▶ **Data extract**:
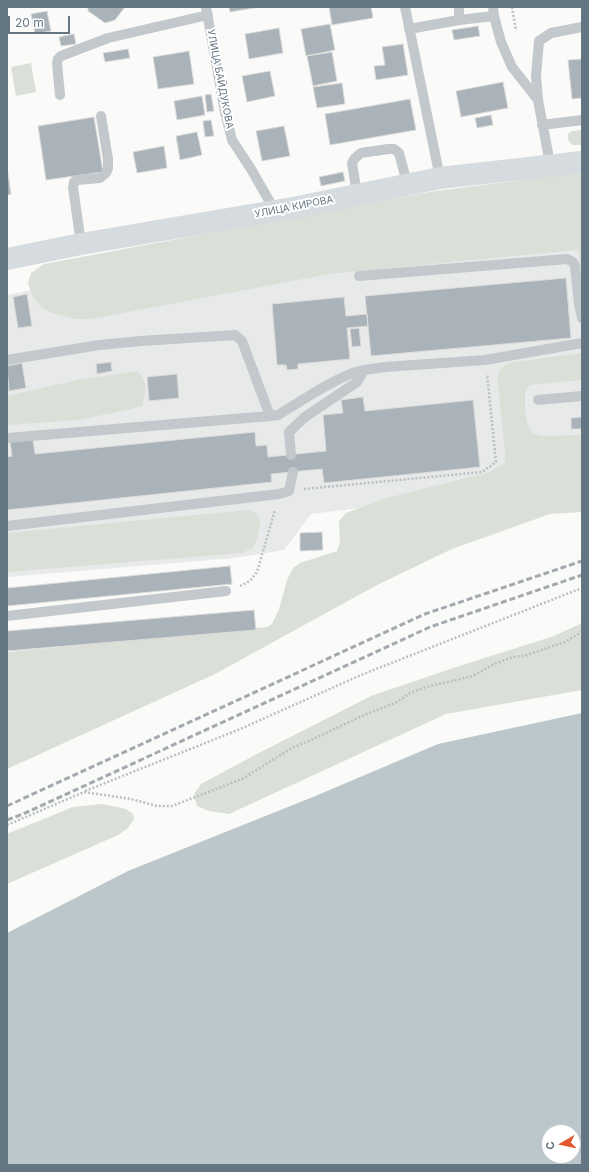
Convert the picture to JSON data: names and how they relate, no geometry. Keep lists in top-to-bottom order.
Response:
{
  "streets": {
    "street": ["УЛИЦА КИРОВА"],
    "lane": ["УЛИЦА БАЙДУКОВА"]
  },
  "crossings": [
    ["УЛИЦА БАЙДУКОВА", "УЛИЦА КИРОВА"]
  ],
  "scale_bar": "20 m",
  "north": "left"
}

▶ **Problem statement**: Everything in the material goes into the copy exactly, except the images.

▶ **Solution to this task**:
Convert the picture to JSON data: names and how they relate, no geometry. Keep lists in top-to-bottom order.
Response:
{
  "streets": {
    "street": ["УЛИЦА КИРОВА"],
    "lane": ["УЛИЦА БАЙДУКОВА"]
  },
  "crossings": [
    ["УЛИЦА БАЙДУКОВА", "УЛИЦА КИРОВА"]
  ],
  "scale_bar": "20 m",
  "north": "left"
}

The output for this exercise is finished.